The move to making encryption a requirement across many XMPP services is aimed at preventing private chats from falling into the hands of governments or other parties monitoring unencrypted connections--an issue that has become all too relevant in light of the ongoing Snowden revelations.
The new encryption effort only protects communication between chat clients and XMPP servers. It does not offer so-called end-to-end encryption, where chats are encrypted on the sender's device and can only be decrypted on the recipient's.
The effort to encrypt connections for XMPP has been months in the making after Peter Saint-Andre, who runs jabber.org, published a manifesto in October calling for wide adoption of encrypted connections for XMPP services.
Entitled, "A Public Statement Regarding Ubiquitous Encryption on the XMPP Network," the document calls for XMPP operators and developers to start requiring Transport Layer Security (TLS) connections as of Monday, May 19, 2014.
In XMPP circles, May 19 is dubbed Open Discussion Day, which is meant to promote open communications systems and protocols such as XMPP.
TLS is a commonly used protocol for securing web communications. Recently, the Heartbleed bug in the implementation of SSL/TLS by the OpenSSL Foundation made millions of websites vulenerable to attack. TLS itself, however, is still seen as secure.
It's not clear exactly how many services are using TLS connections since XMPP is an open standard that requires voluntary compliance with the encryption effort. Nevertheless, more than 70 XMPP service operators and software developers have signed on to support the call to require TLS.
Notable supporters include the lead developer of Adium, a popular chat client for OS X; Jeremie Miller, the creator of Jabber; and the creator of ChatSecure for Android (formerly Gibberbot).
While TLS support is good news for XMPP users, chances are most of us aren't using the protocol any longer. Once fully supported by Google in its Chat client, the search giant is moving away from XMPP in favor of its own Hangouts, which is not an open standard. Facebook, which currently supports XMPP in Facebook Chat said it plans to shut down XMPP integration on April 30, 2015. Skype and Lync, which are becoming the default chat clients across Microsoft's online services for consumers and enterprises, offer limited XMPP support.

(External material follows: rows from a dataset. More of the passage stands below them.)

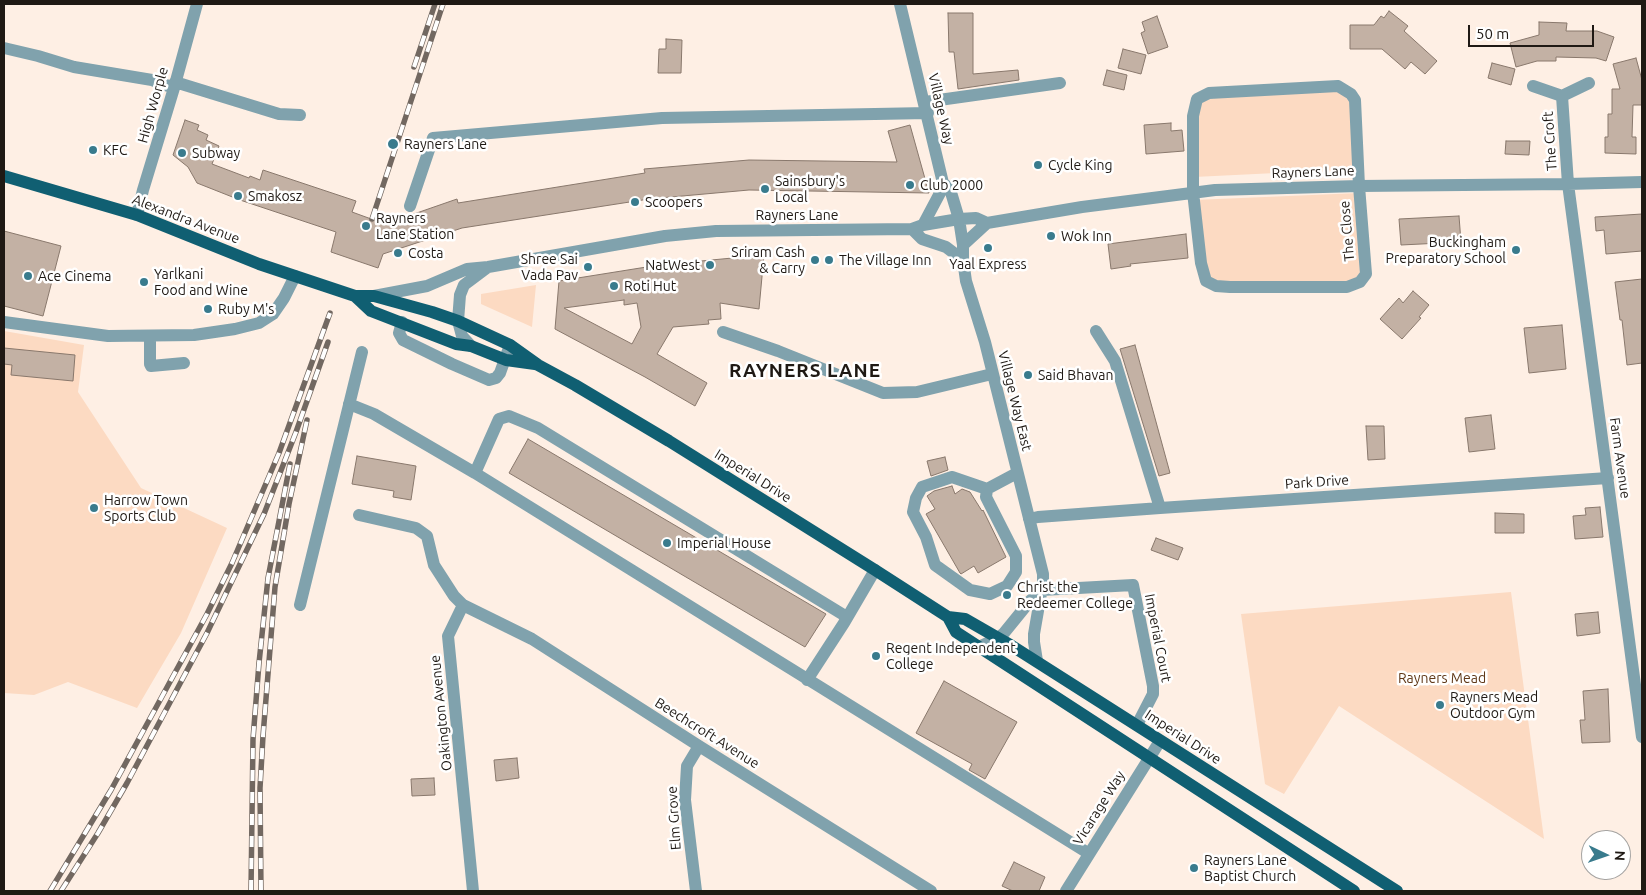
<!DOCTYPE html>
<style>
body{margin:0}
#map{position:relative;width:1646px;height:895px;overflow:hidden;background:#feefe4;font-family:Ubuntu,sans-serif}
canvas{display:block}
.frame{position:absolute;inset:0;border:5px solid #1f1914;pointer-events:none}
.north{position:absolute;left:1581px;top:830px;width:50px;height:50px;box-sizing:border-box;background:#fff;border:1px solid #a5a3a1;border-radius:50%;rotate:93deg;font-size:14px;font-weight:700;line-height:20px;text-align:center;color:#1f1914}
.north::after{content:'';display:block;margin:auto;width:18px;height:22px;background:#397b8d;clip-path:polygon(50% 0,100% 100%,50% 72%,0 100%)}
.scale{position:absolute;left:1468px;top:25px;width:126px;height:22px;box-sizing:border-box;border:2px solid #1f1914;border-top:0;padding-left:6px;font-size:15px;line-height:18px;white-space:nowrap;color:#1f1914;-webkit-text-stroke:4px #fff;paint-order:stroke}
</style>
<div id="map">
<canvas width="1646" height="895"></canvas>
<div class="frame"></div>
<div class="north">N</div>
<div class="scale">50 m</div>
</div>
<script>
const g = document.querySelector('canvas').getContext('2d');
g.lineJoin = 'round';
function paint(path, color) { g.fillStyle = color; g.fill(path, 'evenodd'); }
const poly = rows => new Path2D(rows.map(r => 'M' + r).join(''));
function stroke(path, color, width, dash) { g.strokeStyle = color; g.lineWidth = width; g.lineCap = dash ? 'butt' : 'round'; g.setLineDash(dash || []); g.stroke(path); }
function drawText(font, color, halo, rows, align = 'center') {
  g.font = font + ' Ubuntu,sans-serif'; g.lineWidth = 5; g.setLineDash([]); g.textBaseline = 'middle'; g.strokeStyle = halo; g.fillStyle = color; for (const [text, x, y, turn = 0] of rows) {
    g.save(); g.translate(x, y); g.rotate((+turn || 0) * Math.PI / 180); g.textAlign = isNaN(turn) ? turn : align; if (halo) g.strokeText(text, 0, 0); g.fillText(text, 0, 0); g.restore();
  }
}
paint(poly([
 [1338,86,1351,94,1358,169,1194,177,1197,99],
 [1359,193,1360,282,1206,281,1194,200],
 [536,285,532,327,481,304,481,294],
 [4,331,84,345,78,392,141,488,227,528,181,633,137,708,68,682,34,695,4,693],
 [1511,592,1544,839,1339,706,1284,794,1265,784,1241,614]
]), '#fcdac2');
const building = poly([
 [1389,11,1408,26,1404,31,1437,61,1425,74,1411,62,1405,69,1382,49,1350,49,1350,25,1374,25,1381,16,1384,18,1389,11],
 [948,13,973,13,973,74,1018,70,1019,80,958,89,954,52,949,52,948,13],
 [1157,16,1168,47,1148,54,1141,33,1145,31,1142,22,1157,16],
 [1539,22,1567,23,1566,31,1597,31,1614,37,1606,61,1596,58,1556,57,1556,61,1537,61,1516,67,1510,43,1539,35,1539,22],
 [666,39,682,40,681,73,658,73,659,49,666,49,666,39],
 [1123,49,1146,55,1141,74,1118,68,1123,49],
 [1636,58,1642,80,1642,105,1633,105,1632,137,1636,137,1636,154,1605,153,1605,137,1608,137,1608,114,1612,114,1612,89,1620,89,1613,64,1636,58],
 [1492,63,1515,69,1511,85,1488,78,1492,63],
 [1107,70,1127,75,1124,90,1103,85,1107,70],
 [185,120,199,125,197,130,208,135,206,140,219,146,212,164,249,178,250,176,260,180,263,170,356,201,352,212,385,224,457,199,458,203,645,173,644,169,749,160,897,162,888,131,910,125,929,193,749,190,649,199,462,228,383,254,378,268,331,252,336,232,240,200,197,183,188,167,173,155,185,120],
 [1171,123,1171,131,1182,130,1184,151,1146,154,1144,125,1171,123],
 [1506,141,1530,141,1529,155,1505,154,1506,141],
 [1642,214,1642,251,1606,254,1604,230,1596,231,1595,217,1642,214],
 [1459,216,1461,242,1401,245,1399,219,1459,216],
 [4,231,61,246,43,316,4,306,4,231],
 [1186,234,1188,258,1130,264,1131,266,1111,269,1108,244,1186,234],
 [764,255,759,309,720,303,721,319,708,320,709,324,673,327,657,354,707,383,695,406,645,377,555,329,559,281,659,265,764,255],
 [624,300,624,305,637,303,641,327,632,344,564,308,624,300],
 [1642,279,1642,363,1627,365,1622,320,1620,320,1615,282,1642,279],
 [1413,291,1429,305,1419,317,1421,318,1402,339,1380,319,1399,298,1403,303,1413,291],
 [1562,325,1566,369,1529,373,1524,328,1562,325],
 [1135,345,1170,473,1159,476,1120,349,1135,345],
 [4,348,75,355,73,381,11,375,12,365,4,364,4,348],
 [1491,415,1495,449,1469,452,1465,418,1491,415],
 [1366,426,1384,426,1385,459,1368,460,1366,426],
 [528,439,826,614,805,647,509,473,528,439],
 [357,456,416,466,411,500,393,497,394,491,352,484,357,456],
 [945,457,948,470,931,476,927,461,945,457],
 [952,486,955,494,962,489,970,492,982,511,983,510,1006,557,978,573,974,566,961,574,960,573,926,514,935,509,927,496,934,491,952,486],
 [1600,507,1603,537,1575,539,1573,516,1586,515,1585,508,1600,507],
 [1495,513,1524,514,1524,533,1495,533,1495,513],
 [1156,538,1183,548,1178,560,1151,550,1156,538],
 [1598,612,1600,633,1577,636,1575,614,1598,612],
 [944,681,1017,722,985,779,969,770,972,764,916,733,944,681],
 [1608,689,1610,742,1582,743,1580,720,1585,720,1583,691,1608,689],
 [517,758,519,778,496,781,494,760,517,758],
 [434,778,435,795,412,796,411,779,434,778],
 [1014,862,1045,877,1039,891,1013,891,1002,886,1014,862]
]);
paint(building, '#c3b1a4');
stroke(building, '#89786c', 1);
stroke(poly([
 [900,4,943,183,950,189,959,219,963,245,963,260,966,281,985,342,1043,574,1043,582,1034,634,1034,642,1037,661],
 [4,48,38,56,74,67,152,80,174,88],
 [175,82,279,114,300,115],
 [1589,83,1562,96,1568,184,1642,737],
 [1338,86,1351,94,1355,100,1359,186,1366,274,1360,282,1347,287,1230,287,1216,286,1206,281,1201,263,1193,192,1193,116,1197,99,1209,93,1338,86],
 [1533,86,1562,96],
 [925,102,1060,83],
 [410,206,433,138,662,118,928,113],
 [137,215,143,190,174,88,197,4],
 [923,225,940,193,943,183],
 [912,229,922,239,946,247,963,260],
 [963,245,987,223],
 [374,296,427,286,467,269,488,267,665,236,716,231,912,229,923,225,959,219,976,218,987,223,1082,207,1215,190,1359,186,1568,184,1642,182],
 [4,322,108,336,194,335,235,329,259,323,273,314,284,298,295,276],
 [402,322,399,333,403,340,452,364,489,380,496,378,500,373,510,345],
 [1096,331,1115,361,1160,508],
 [723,332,778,351,883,393,917,392,992,374],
 [150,337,150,364,151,366,184,363],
 [471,346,462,336,458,321,460,295,464,285,488,267],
 [349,404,374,414,475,473,1088,853],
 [475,473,499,419,509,416,538,428,847,617],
 [952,477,987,489,986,497,1016,556,1016,572,1007,586,990,594,970,590,935,565,926,537,913,512,916,498,922,487,952,477],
 [987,489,1017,473],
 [359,515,416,528,427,536,434,565,454,596,463,605,448,636,473,891],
 [1029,519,1038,517,1160,508,1608,478],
 [1042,590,1133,585,1153,686,1153,694,1137,725],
 [300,605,362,352],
 [463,605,532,639,699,746,931,891],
 [979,647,998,638,1004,633,1030,601,1042,590],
 [807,680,844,623,875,570],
 [696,891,685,800,687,766,699,746],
 [1066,891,1160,741]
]), '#80a2ad', 12);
stroke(poly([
 [4,176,137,215,259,264,355,296,374,296,432,312,458,321,510,345,538,365,575,385,669,441,875,570,948,617,965,619,1012,646,1397,891],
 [355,296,371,311,456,344,471,346,506,360,535,364],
 [948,617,956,632,1354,891]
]), '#105f72', 12);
const rail = poly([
 [414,67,435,4],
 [372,219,443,4],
 [50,891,111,790,207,614,232,563,279,453,330,313],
 [61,891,98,833,127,783,207,633,264,514,296,432,328,342],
 [251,891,253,739,259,663,268,578,290,464],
 [261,891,260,788,263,736,275,587,289,504,307,420]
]);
stroke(rail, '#726861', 5.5);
stroke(rail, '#fff', 4, [11]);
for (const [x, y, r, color] of [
 [393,144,6,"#397b8d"],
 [93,150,5,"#397b8d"],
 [182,153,5,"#397b8d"],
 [1038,165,5,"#397b8d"],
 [910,185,5,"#397b8d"],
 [765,189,5,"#397b8d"],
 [238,196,5,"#397b8d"],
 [635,202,5,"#397b8d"],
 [366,226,5,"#397b8d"],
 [1051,236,5,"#397b8d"],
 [988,248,5,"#397b8d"],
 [1516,250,5,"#397b8d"],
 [398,253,5,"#397b8d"],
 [815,260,5,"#397b8d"],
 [829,260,5,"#397b8d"],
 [710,265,5,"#397b8d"],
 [588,267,5,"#397b8d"],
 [28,276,5,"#397b8d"],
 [144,282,5,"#397b8d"],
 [614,286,5,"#397b8d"],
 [208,309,5,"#397b8d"],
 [1028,375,5,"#397b8d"],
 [94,508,5,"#397b8d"],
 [667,543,5,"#397b8d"],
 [1007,595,5,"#397b8d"],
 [876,656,5,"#397b8d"],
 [1440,705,5,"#397b8d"],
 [1194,868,5,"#397b8d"]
]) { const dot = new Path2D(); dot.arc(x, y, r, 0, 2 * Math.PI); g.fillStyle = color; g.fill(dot); stroke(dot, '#fff', 2); }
drawText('14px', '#1f1914', '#fff', [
 ["High Worple",153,105,-74],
 ["Village Way",941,109,77],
 ["The Croft",1550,141,-94],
 ["Rayners Lane",1313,172,-2],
 ["Rayners Lane",797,215],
 ["Alexandra Avenue",186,219,21],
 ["The Close",1347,231,-95],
 ["Village Way East",1015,401,76],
 ["Farm Avenue",1620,458,82],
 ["Imperial Drive",753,476,32],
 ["Park Drive",1317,482,-4],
 ["Imperial Court",1158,638,79],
 ["Oakington Avenue",441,713,-96],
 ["Beechcroft Avenue",707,733,32],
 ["Imperial Drive",1183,737,33],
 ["Vicarage Way",1099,808,-58],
 ["Elm Grove",674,818,-94]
]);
drawText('14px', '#1f1914', '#fff', [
 ["Rayners Lane",404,144],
 ["KFC",103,150],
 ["Subway",192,153],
 ["Cycle King",1048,165],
 ["Sainsbury's",775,181],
 ["Local",775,197],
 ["Club 2000",920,185],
 ["Smakosz",248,196],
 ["Scoopers",645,202],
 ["Rayners",376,218],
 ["Lane Station",376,234],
 ["Wok Inn",1061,236],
 ["Buckingham",1506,242,"right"],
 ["Preparatory School",1506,258,"right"],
 ["Sriram Cash",805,252,"right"],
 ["& Carry",805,268,"right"],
 ["Costa",408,253],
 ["Shree Sai",578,259,"right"],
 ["Vada Pav",578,275,"right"],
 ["The Village Inn",839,260],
 ["Yaal Express",988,264,"center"],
 ["NatWest",700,265,"right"],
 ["Yarlkani",154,274],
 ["Food and Wine",154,290],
 ["Ace Cinema",38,276],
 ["Roti Hut",624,286],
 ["Ruby M's",218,309],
 ["Said Bhavan",1038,375],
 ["Harrow Town",104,500],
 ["Sports Club",104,516],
 ["Imperial House",677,543],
 ["Christ the",1017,587],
 ["Redeemer College",1017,603],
 ["Regent Independent",886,648],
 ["College",886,664],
 ["Rayners Mead",1450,697],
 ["Outdoor Gym",1450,713],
 ["Rayners Lane",1204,860],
 ["Baptist Church",1204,876]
], 'left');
drawText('14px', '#603919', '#fff', [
 ["Rayners Mead",1442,678]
]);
g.letterSpacing = '1px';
drawText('bold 19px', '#1f1914', '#fff', [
 ["RAYNERS LANE",805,371]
]);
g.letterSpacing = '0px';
</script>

Nevertheless, for the privacy conscious there's never been a better time to consider going back to using XMPP-based chat. After pushing TLS, the XMPP Standards Foundation hopes to expand other security-conscious features across XMPP services including ubiquitous authentication, secure DNS, and end-to-end encryption.
The only problem will be dragging all your friends over to an XMPP service with you.